= Given data =

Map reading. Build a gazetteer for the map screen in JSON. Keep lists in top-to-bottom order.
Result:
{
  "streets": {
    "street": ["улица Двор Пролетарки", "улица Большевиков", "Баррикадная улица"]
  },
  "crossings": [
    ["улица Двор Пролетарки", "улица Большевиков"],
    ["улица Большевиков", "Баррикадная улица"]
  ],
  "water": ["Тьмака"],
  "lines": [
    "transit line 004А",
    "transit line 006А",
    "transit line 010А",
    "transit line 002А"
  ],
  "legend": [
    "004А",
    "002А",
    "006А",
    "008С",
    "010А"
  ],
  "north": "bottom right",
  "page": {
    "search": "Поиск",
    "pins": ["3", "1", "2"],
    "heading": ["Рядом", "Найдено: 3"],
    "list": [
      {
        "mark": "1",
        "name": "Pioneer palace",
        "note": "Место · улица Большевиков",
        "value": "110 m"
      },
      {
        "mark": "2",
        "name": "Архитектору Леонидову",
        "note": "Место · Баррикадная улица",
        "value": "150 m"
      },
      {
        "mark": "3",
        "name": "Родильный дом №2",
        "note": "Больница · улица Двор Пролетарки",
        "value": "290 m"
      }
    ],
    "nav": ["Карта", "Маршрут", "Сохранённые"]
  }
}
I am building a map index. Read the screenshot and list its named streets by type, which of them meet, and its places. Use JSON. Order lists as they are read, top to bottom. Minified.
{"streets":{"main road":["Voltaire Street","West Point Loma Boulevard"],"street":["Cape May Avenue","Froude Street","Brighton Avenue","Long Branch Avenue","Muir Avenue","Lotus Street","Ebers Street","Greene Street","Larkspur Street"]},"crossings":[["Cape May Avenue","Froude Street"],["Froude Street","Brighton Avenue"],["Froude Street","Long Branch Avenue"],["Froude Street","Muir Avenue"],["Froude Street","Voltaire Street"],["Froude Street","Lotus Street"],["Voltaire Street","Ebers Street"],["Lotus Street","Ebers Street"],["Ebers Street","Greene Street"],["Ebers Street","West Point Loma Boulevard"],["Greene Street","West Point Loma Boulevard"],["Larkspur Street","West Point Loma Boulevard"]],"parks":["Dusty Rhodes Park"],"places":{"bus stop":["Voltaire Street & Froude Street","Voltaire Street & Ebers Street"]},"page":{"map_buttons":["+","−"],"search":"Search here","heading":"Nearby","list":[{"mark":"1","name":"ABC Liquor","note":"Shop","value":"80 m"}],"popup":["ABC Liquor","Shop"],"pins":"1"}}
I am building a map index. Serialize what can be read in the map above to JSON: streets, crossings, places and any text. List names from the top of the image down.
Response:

= Assignment =
Copy the data. Make sure every line matches exactly.

= Solved problem =
Map reading. Build a gazetteer for the map screen in JSON. Keep lists in top-to-bottom order.
Result:
{
  "streets": {
    "street": ["улица Двор Пролетарки", "улица Большевиков", "Баррикадная улица"]
  },
  "crossings": [
    ["улица Двор Пролетарки", "улица Большевиков"],
    ["улица Большевиков", "Баррикадная улица"]
  ],
  "water": ["Тьмака"],
  "lines": [
    "transit line 004А",
    "transit line 006А",
    "transit line 010А",
    "transit line 002А"
  ],
  "legend": [
    "004А",
    "002А",
    "006А",
    "008С",
    "010А"
  ],
  "north": "bottom right",
  "page": {
    "search": "Поиск",
    "pins": ["3", "1", "2"],
    "heading": ["Рядом", "Найдено: 3"],
    "list": [
      {
        "mark": "1",
        "name": "Pioneer palace",
        "note": "Место · улица Большевиков",
        "value": "110 m"
      },
      {
        "mark": "2",
        "name": "Архитектору Леонидову",
        "note": "Место · Баррикадная улица",
        "value": "150 m"
      },
      {
        "mark": "3",
        "name": "Родильный дом №2",
        "note": "Больница · улица Двор Пролетарки",
        "value": "290 m"
      }
    ],
    "nav": ["Карта", "Маршрут", "Сохранённые"]
  }
}
I am building a map index. Read the screenshot and list its named streets by type, which of them meet, and its places. Use JSON. Order lists as they are read, top to bottom. Minified.
{"streets":{"main road":["Voltaire Street","West Point Loma Boulevard"],"street":["Cape May Avenue","Froude Street","Brighton Avenue","Long Branch Avenue","Muir Avenue","Lotus Street","Ebers Street","Greene Street","Larkspur Street"]},"crossings":[["Cape May Avenue","Froude Street"],["Froude Street","Brighton Avenue"],["Froude Street","Long Branch Avenue"],["Froude Street","Muir Avenue"],["Froude Street","Voltaire Street"],["Froude Street","Lotus Street"],["Voltaire Street","Ebers Street"],["Lotus Street","Ebers Street"],["Ebers Street","Greene Street"],["Ebers Street","West Point Loma Boulevard"],["Greene Street","West Point Loma Boulevard"],["Larkspur Street","West Point Loma Boulevard"]],"parks":["Dusty Rhodes Park"],"places":{"bus stop":["Voltaire Street & Froude Street","Voltaire Street & Ebers Street"]},"page":{"map_buttons":["+","−"],"search":"Search here","heading":"Nearby","list":[{"mark":"1","name":"ABC Liquor","note":"Shop","value":"80 m"}],"popup":["ABC Liquor","Shop"],"pins":"1"}}
I am building a map index. Serialize what can be read in the map above to JSON: streets, crossings, places and any text. List names from the top of the image down.
Response:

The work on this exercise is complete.